'''
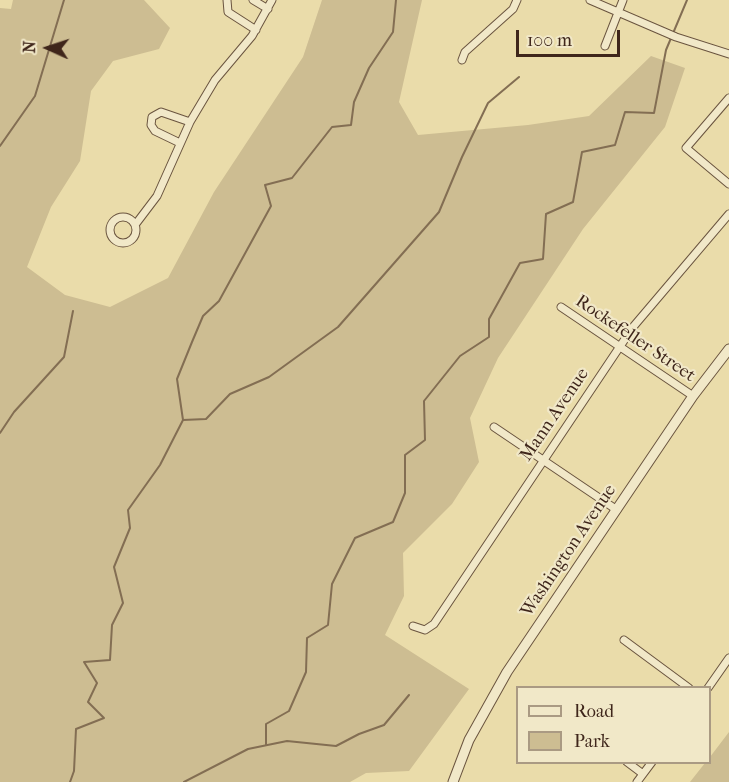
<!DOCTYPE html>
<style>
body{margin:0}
#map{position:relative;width:729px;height:782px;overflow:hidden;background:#eadcaa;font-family:"IM FELL French Canon",serif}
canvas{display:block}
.legend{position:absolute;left:516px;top:686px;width:195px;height:78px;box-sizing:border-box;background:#f1e8c8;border:2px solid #aa9a83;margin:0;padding:8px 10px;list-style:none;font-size:18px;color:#3f261b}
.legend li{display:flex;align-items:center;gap:12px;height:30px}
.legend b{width:30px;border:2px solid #aa9a83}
.north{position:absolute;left:18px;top:18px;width:60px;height:60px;-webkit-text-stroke:4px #f1e8c8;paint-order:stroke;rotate:273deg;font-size:16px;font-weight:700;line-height:24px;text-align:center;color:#3f261b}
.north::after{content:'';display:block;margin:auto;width:21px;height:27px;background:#3f261b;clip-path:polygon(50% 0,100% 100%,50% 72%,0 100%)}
.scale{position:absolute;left:516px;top:30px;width:104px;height:27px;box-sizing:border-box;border:3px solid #3f261b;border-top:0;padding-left:8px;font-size:18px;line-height:21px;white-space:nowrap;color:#3f261b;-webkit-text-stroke:4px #f1e8c8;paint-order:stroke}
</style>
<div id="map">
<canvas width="729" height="782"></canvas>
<ul class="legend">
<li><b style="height:8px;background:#f1e8c8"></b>Road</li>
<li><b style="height:16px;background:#cdbd92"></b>Park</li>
</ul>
<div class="north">N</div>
<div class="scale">100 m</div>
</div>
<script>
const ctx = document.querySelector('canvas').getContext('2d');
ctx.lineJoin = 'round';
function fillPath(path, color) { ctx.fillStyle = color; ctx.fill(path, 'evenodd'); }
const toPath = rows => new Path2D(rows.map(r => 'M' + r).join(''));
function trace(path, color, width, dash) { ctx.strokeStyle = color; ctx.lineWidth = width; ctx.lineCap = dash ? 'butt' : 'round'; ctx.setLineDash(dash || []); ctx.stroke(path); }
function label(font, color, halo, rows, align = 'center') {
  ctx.font = font + ' "IM FELL French Canon",serif'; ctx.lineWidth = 4.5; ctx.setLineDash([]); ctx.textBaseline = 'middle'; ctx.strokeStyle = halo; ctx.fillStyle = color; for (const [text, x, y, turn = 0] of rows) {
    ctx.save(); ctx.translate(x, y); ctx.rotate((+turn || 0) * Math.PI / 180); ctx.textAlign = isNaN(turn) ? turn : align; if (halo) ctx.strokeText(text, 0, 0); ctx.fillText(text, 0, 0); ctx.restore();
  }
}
const green = toPath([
 [13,0,144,0,170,28,159,49,113,61,91,91,80,161,51,207,27,267,65,295,110,307,168,278,214,192,303,57,322,0,422,0,399,102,418,135,528,125,589,116,651,56,685,68,665,127,583,229,498,358,470,418,479,462,452,504,403,553,404,596,385,635,469,689,409,771,366,773,350,782,0,782,0,8,11,9],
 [729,732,729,782,690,782,705,763,710,762,710,757]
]);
const stream = toPath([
 [0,146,35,96,64,0],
 [183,420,206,419,230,394,269,377,338,327,439,212,462,157,488,103,519,77],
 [0,433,14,412,64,357,73,311],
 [266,745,266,724,289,711,306,672,307,638,328,625,332,584,355,538,393,522,405,493,405,455,425,440,424,401,460,356,489,337,489,319,520,263,543,259,546,214,573,202,582,152,615,145,625,112,654,113,666,50,687,0],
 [70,782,74,771,76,729,104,718,88,702,97,683,84,662,110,660,112,625,123,603,114,567,130,528,128,510,160,465,183,420,177,379,192,342,203,316,219,301,271,206,265,185,292,178,332,127,351,125,354,102,369,68,393,32,396,0],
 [184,782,248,749,287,741,336,746,359,734,384,725,409,695]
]);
const minor = toPath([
 [227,0,228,12,256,30],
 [253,0,268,9],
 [590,0,676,37,729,54],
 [605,46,623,0],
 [462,60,465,52,513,9,517,0],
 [729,98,686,148,729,184],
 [180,143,155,131,151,125,152,117,161,112,190,122],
 '110 230a13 13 0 1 1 26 0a13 13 0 1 1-26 0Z',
 [135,225,157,196,190,122,215,80,252,36,272,0],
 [561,307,693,396],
 [494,427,617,510],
 [413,626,425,630,434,624,633,327,729,214],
 [624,640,689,688],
 [708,688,729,658],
 [627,762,643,774],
 [637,782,652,762]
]);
const tertiary = toPath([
 [453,782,469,740,507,672,693,396,729,349]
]);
const streetNames = [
 ["Rockefeller Street",635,339,34],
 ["Mann Avenue",555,415,-56],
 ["Washington Avenue",569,551,-56]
];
fillPath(green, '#cdbd92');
trace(stream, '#836e53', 2);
trace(minor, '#6a543f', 9);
trace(tertiary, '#6a543f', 11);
trace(minor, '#f1e8c8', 7);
trace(tertiary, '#f1e8c8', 9);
label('18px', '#3f261b', '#f1e8c8', streetNames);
</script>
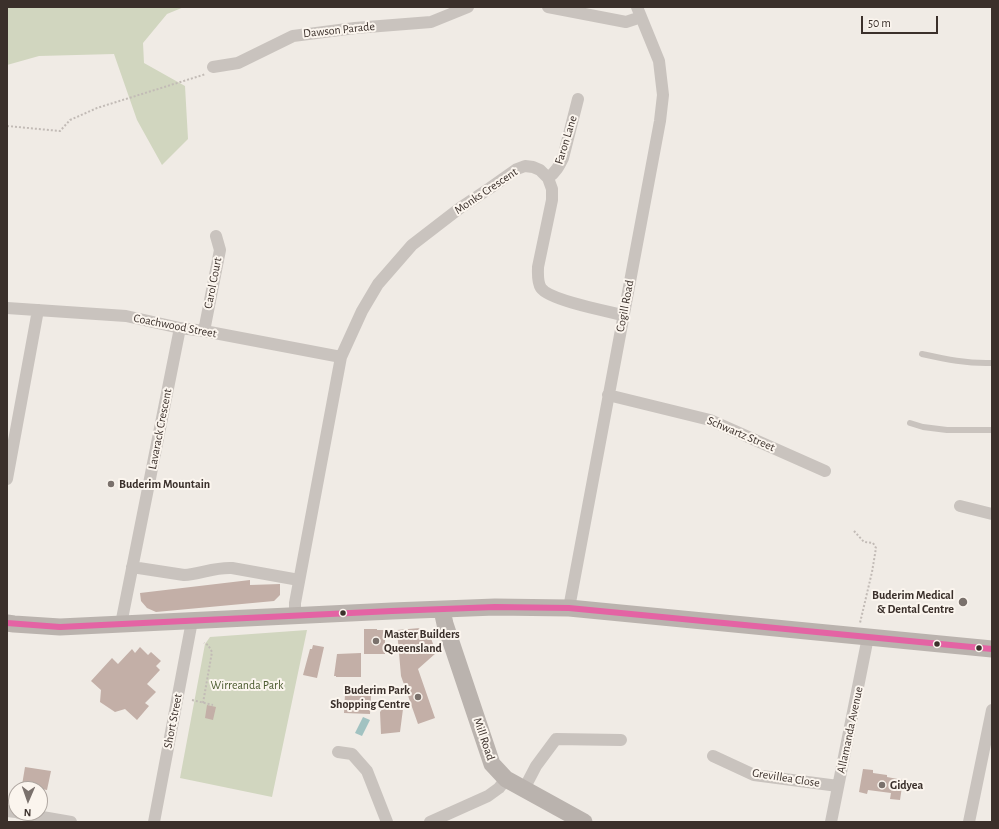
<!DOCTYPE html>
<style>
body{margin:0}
#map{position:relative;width:999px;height:829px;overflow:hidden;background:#f0ebe5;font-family:"Alegreya Sans",sans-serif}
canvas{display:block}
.frame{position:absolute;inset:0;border:8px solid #3b302b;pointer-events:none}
.north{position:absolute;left:8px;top:781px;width:40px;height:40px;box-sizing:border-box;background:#fbf5ee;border:1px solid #aea6a0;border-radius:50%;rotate:182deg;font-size:11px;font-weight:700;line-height:16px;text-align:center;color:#3b302b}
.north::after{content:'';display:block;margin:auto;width:14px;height:18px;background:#7a716c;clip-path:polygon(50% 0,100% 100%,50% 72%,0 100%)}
.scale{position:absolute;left:861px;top:16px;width:77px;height:18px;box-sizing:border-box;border:2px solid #3b302b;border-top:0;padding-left:5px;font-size:12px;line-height:14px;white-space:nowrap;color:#3b302b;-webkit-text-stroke:3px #fbf5ee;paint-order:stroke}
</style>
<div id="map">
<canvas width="999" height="829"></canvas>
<div class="frame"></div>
<div class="north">N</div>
<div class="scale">50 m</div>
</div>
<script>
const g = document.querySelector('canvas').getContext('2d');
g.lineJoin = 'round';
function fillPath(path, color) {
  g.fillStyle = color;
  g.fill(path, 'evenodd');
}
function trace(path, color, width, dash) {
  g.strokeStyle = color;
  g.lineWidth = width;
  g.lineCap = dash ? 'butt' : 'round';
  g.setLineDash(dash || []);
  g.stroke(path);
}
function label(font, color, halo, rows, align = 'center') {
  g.font = font + ' "Alegreya Sans",sans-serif';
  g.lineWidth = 4;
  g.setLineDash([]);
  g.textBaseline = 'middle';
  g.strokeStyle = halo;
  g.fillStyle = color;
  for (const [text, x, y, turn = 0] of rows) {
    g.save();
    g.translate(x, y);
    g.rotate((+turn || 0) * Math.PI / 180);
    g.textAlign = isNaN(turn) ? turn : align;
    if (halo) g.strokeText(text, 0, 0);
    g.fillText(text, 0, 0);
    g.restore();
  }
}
const green = new Path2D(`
 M7,7H184L167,14L143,43L144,63L185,86L188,139L162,165L137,120L114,54L39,56L7,65Z
 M307,630L272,797L180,778L205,644L210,637Z`);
const water = new Path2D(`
 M363,717L370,720L362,736L355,733Z`);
const building = new Path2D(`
 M250,580V585L280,584V595L274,601L156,612L147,608L141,601L140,593Z
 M420,628L430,635L436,653L418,669L435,718L418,724L401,676L397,630Z
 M364,629H377V630H385V654H364Z
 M313,645L324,647L317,678L303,675L310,649H312Z
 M140,647L148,655L151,652L161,661L156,666L160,670L147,684L156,692L145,703L149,706L137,720L125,709L115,712L100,702L101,690L91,681L112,658L118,664L132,649L135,653Z
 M361,653V677H336V676H334L337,654Z
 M345,695L371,696L370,714L344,713Z
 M388,702L403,709L400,732L381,734L380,712Z
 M207,705L216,707L213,720L205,718Z
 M25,767L51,771L47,790L22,785Z
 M863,769L873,770V773L887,775V777L903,780L900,800L890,799L891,793L868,790L867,794L859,792Z`);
const path = new Path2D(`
 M7,126L60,131L70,120L97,108L206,74
 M854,531L864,542L873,543L876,548L872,572L860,623
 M192,700L213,705
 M203,703L212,652L208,645L204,643`);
const lane = new Path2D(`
 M922,354C945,359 968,364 992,363
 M910,423L923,427L947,430H992`);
const street = new Path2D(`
 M548,7L626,22L641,17
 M213,67L238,63L293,36L355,28L431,22L468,7
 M548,178C556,172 559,166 563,158L578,99
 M7,308L126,316L180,328L204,331L341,357
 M204,331L220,250L216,236
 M608,395L710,420L825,471
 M7,479L38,310
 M960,506L992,514
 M132,567L184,575C200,574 215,567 232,568L299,580
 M569,608L660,121L663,95L659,61L637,7
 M295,616V603L341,357L362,311L378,284L412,245L460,208L490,188L517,169L525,166L533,167L540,170L548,178L552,189V200L538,267C538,273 537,282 541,288C549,300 606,311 623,315
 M121,624L180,328
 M338,752L352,754L367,771L387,822
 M713,756L754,775L838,786
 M524,789L536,766L556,739L621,740
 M7,811L16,812
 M19,813L71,822
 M154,822L192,621
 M430,822L488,796L499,788L506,779
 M831,822L868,637
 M969,822L992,710`);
const secondary = new Path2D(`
 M442,610L445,624L492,764L506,779L584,822
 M7,623L14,624L60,627L392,611L495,607L569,608L992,649`);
const bus1 = new Path2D(`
 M7,623L60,627L392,611L495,607L569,608L992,649`);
const markers = [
 [111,484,4,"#7a716c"],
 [963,602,5,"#7a716c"],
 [343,613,3.5,"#3b302b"],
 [376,641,4,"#7a716c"],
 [937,644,3.5,"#3b302b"],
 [979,648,3.5,"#3b302b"],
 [418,697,4,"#7a716c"],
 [882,785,4,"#7a716c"]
];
const streetNames = [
 ["Dawson Parade",339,30,-6],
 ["Faron Lane",566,140,-73],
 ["Monks Crescent",486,191,-34],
 ["Carol Court",213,283,-79],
 ["Cogill Road",625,306,-79],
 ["Coachwood Street",175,326,11],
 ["Lavarack Crescent",160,429,-79],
 ["Schwartz Street",741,434,23],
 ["Short Street",173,721,-79],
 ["Allamanda Avenue",850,730,-78],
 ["Mill Road",484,739,71],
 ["Grevillea Close",786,778,9]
];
const poiNames = [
 ["Buderim Mountain",119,484],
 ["Buderim Medical",954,595,"right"],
 ["& Dental Centre",954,609,"right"],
 ["Master Builders",384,634],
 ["Queensland",384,648],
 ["Buderim Park",410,690,"right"],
 ["Shopping Centre",410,704,"right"],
 ["Gidyea",890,785]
];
const parkNames = [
 ["Wirreanda Park",247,685]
];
fillPath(green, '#d1d6bf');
fillPath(water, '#a1c2c1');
fillPath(building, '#c3afa7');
trace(path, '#c2bbb6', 2, [2, 2]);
trace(lane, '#c9c3be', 6);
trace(street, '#c9c3be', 12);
trace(secondary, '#bab3ae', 17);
trace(bus1, '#e463a4', 6);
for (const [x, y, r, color] of markers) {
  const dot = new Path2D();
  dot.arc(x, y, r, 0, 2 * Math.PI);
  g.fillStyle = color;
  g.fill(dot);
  trace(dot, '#fbf5ee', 1.5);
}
label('12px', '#3b302b', '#fbf5ee', streetNames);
label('bold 12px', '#3b302b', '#fbf5ee', poiNames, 'left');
label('12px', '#4a5a2e', '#fbf5ee', parkNames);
</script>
'''
Reproduce all lines from the records above that include the word "translate".

→ Answer to this problem:
    ctx.save(); ctx.translate(x, y); ctx.rotate((+turn || 0) * Math.PI / 180); ctx.textAlign = isNaN(turn) ? turn : align; if (halo) ctx.strokeText(text, 0, 0); ctx.fillText(text, 0, 0); ctx.restore();
    g.translate(x, y);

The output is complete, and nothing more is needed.